ExlService Holdings Inc. (EXLS) reported fourth‑quarter 2025 results that beat consensus estimates. Revenue reached $542.6 million, up 12.7% year‑over‑year from $481.4 million in Q4 2024 and 2.5% from $529.6 million in Q3 2025. Non‑GAAP adjusted diluted earnings per share were $0.50, surpassing the $0.47 consensus by $0.03 (6.4%).
Operating margin held steady at 14.4% versus 14.4% in the same quarter last year, while adjusted operating margin remained at 18.8%, reflecting disciplined cost management and a favorable shift toward higher‑margin AI‑enabled services.
Revenue growth was driven by a 20.7% year‑over‑year increase in data and AI‑led services, the company’s core growth engine. The Insurance, Healthcare and Life Sciences, and Banking and Capital Markets segments each reported double‑digit growth, while International Growth Markets contributed a modest 5% rise.
Management raised its 2026 full‑year guidance to revenue of $2.275 billion to $2.315 billion and adjusted EPS of $2.14 to $2.19, representing roughly 10% growth over 2025. The guidance midpoint of $2.295 billion and $2.165 EPS is slightly below analyst consensus, reflecting a cautious outlook amid competitive pressures and macro uncertainty.

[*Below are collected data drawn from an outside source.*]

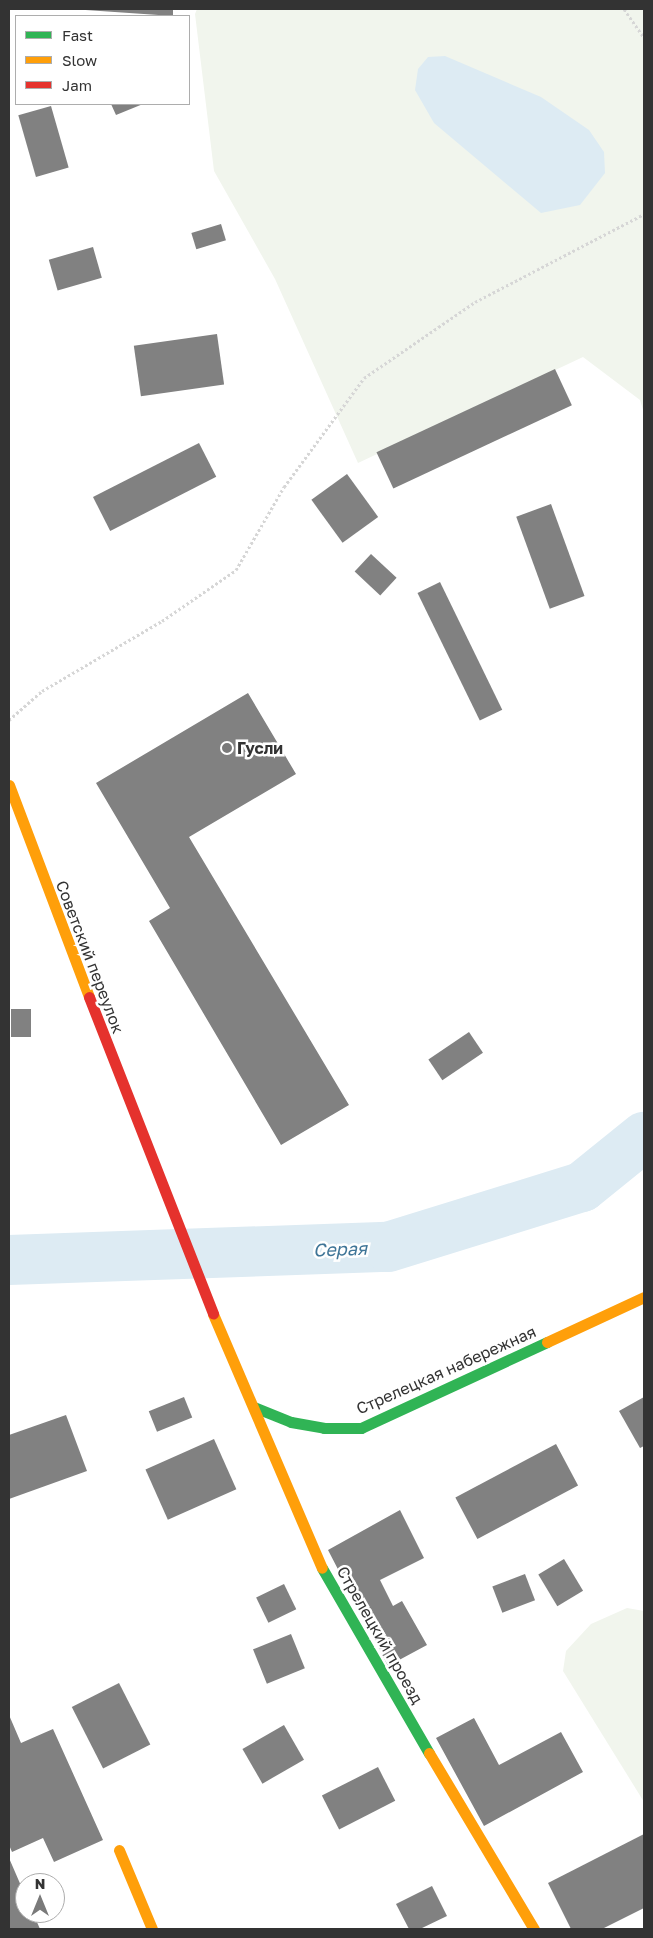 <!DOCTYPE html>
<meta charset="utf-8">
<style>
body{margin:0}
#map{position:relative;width:653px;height:1938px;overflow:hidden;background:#fff;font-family:"Golos Text",sans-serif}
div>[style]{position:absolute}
.green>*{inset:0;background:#f1f5ed}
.water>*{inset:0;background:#ddebf3}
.river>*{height:50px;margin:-25px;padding:0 25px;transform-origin:25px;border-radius:25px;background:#ddebf3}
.building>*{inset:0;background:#818181;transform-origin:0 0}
.path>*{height:3px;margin-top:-1.5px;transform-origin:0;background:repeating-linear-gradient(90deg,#d6d6d6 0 2.5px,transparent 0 5px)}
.fast>*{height:11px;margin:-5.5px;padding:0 5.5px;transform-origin:5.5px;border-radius:5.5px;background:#30b455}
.slow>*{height:11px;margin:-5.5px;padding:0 5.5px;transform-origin:5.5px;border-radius:5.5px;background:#ff9f0a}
.jam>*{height:11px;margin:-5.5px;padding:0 5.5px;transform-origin:5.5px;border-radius:5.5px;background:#e5322d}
.dots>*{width:14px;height:14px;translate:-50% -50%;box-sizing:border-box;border:2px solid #fff;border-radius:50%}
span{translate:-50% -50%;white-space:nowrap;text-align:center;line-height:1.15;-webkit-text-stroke:5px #fff;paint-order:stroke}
.poi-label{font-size:16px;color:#333;font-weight:700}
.left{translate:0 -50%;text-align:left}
.street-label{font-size:16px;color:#333}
.water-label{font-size:18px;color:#3f7597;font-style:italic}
.frame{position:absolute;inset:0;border:10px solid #333;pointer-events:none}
.legend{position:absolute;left:15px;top:15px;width:175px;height:90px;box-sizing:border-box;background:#fff;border:1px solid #adadad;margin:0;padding:6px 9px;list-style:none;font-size:15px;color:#333}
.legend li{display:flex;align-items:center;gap:10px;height:25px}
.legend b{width:25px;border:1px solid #adadad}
.north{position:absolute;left:15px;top:1873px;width:50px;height:50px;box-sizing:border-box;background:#fff;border:1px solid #adadad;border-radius:50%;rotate:0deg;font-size:14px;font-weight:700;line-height:20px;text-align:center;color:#333}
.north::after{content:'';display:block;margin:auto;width:18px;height:22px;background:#7a7a7a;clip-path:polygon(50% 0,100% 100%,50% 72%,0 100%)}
</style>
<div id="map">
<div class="green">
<div style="clip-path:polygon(197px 9px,644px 9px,644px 413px,640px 400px,583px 357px,358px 463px,275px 279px,214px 171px,195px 14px)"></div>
<div style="clip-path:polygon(627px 1608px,644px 1611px,644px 1802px,563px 1671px,566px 1651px,591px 1624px)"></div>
</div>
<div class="water">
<div style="clip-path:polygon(445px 56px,541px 97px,589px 130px,604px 152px,605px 173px,580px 205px,541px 213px,434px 123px,415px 90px,418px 69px,428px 57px)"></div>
</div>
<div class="river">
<div style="left:9px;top:1260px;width:379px;rotate:-2deg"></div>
<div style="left:388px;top:1247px;width:203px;rotate:-17.2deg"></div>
<div style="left:582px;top:1187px;width:80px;rotate:-38.9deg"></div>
</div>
<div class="building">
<div style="clip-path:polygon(71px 9px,173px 9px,173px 16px)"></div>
<div style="clip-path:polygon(111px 104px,143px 104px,116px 115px)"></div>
<div style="left:51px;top:106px;width:64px;height:34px;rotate:74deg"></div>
<div style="left:221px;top:224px;width:17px;height:31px;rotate:73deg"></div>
<div style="left:93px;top:247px;width:32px;height:46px;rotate:74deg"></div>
<div style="left:217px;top:334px;width:51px;height:84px;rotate:82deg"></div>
<div style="left:555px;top:369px;width:40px;height:197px;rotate:65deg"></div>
<div style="left:199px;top:443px;width:38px;height:119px;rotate:63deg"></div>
<div style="left:347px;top:474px;width:53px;height:44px;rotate:54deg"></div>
<div style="left:551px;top:504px;width:98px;height:37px;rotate:70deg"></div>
<div style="left:371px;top:554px;width:35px;height:24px;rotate:43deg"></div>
<div style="left:440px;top:582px;width:142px;height:25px;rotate:64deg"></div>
<div style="clip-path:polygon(248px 693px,296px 774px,189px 837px,349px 1105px,281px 1145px,149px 921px,170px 908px,96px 783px)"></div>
<div style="left:11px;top:1009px;width:20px;height:28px"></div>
<div style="left:469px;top:1032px;width:25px;height:49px;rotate:56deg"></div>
<div style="left:184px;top:1397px;width:22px;height:38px;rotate:68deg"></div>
<div style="clip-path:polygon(644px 1397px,644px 1446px,640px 1448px,619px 1411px)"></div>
<div style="clip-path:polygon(66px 1415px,87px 1471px,9px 1499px,9px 1435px)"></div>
<div style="left:214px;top:1439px;width:55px;height:75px;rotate:66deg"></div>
<div style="left:556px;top:1444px;width:47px;height:114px;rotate:62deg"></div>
<div style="clip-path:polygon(400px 1510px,424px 1558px,380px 1580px,393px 1606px,402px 1601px,427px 1645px,388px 1666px,328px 1550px)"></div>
<div style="left:564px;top:1559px;width:37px;height:30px;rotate:59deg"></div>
<div style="left:525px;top:1574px;width:28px;height:35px;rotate:69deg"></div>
<div style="left:284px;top:1584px;width:28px;height:31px;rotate:64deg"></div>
<div style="left:291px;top:1634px;width:37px;height:41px;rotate:68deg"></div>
<div style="left:119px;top:1683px;width:69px;height:53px;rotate:63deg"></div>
<div style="clip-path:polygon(9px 1715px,21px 1743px,53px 1729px,103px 1840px,54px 1862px,43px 1838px,12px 1852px,9px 1845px)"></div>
<div style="clip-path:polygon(474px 1718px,499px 1765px,561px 1732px,583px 1772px,484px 1826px,436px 1738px)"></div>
<div style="left:284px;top:1725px;width:40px;height:48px;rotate:60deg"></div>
<div style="left:378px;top:1767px;width:38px;height:63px;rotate:63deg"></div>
<div style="clip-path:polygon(644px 1834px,644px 1908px,602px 1929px,571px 1929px,548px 1883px)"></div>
<div style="clip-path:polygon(9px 1858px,25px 1895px,25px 1913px,33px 1913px,40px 1929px,9px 1929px)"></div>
<div style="clip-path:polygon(432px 1886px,447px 1916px,420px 1929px,409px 1929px,396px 1904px)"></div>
</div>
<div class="path">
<div style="left:624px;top:9px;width:35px;rotate:55deg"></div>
<div style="left:9px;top:720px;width:44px;rotate:-41.3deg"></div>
<div style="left:42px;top:691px;width:139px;rotate:-30.3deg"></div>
<div style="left:162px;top:621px;width:90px;rotate:-34.6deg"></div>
<div style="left:236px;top:570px;width:96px;rotate:-60deg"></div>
<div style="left:284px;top:487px;width:135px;rotate:-53.7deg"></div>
<div style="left:364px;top:378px;width:135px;rotate:-34.4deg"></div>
<div style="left:475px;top:302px;width:191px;rotate:-27.5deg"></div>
</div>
<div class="fast">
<div style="left:254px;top:1407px;width:40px;rotate:22deg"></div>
<div style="left:291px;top:1422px;width:34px;rotate:10deg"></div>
<div style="left:324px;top:1428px;width:37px"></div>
<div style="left:361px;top:1428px;width:205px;rotate:-24.8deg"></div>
<div style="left:322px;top:1568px;width:214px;rotate:60deg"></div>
</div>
<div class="slow">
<div style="left:9px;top:785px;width:227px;rotate:69.3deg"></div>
<div style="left:213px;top:1314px;width:276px;rotate:66.8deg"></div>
<div style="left:547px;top:1342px;width:107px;rotate:-24.9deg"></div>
<div style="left:429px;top:1753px;width:205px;rotate:59.2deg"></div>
<div style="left:119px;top:1850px;width:86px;rotate:67.3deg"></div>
</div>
<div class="jam">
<div style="left:89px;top:997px;width:340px;rotate:68.6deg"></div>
</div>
<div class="dots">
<div style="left:227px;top:748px;background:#7a7a7a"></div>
</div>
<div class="poi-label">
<span class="left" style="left:237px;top:748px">Гусли</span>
</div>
<div class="street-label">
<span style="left:90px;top:957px;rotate:69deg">Советский переулок</span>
<span style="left:446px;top:1370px;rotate:-24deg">Стрелецкая набережная</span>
<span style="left:380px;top:1635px;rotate:60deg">Стрелецкий проезд</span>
</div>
<div class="water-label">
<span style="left:340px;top:1249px;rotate:-2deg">Серая</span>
</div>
<div class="frame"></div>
<ul class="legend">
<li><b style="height:6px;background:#30b455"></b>Fast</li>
<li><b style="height:6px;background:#ff9f0a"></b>Slow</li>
<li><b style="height:6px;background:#e5322d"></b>Jam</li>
</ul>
<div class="north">N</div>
</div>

CEO Rohit Kapoor said the company was pleased with the quarter, noting the 12.7% revenue growth and 15% increase in adjusted EPS. He highlighted the company’s “sustained double‑digit growth” and the “resonance of our AI expertise with the market.” CFO Maurizio Nicolelli added that the firm finished 2024 with a robust balance sheet and strong free cash flow.
Investors responded positively to the earnings beat and the announcement of a $500 million share repurchase program, but the modestly conservative 2026 guidance tempered enthusiasm, signaling management’s focus on maintaining profitability while navigating a competitive landscape.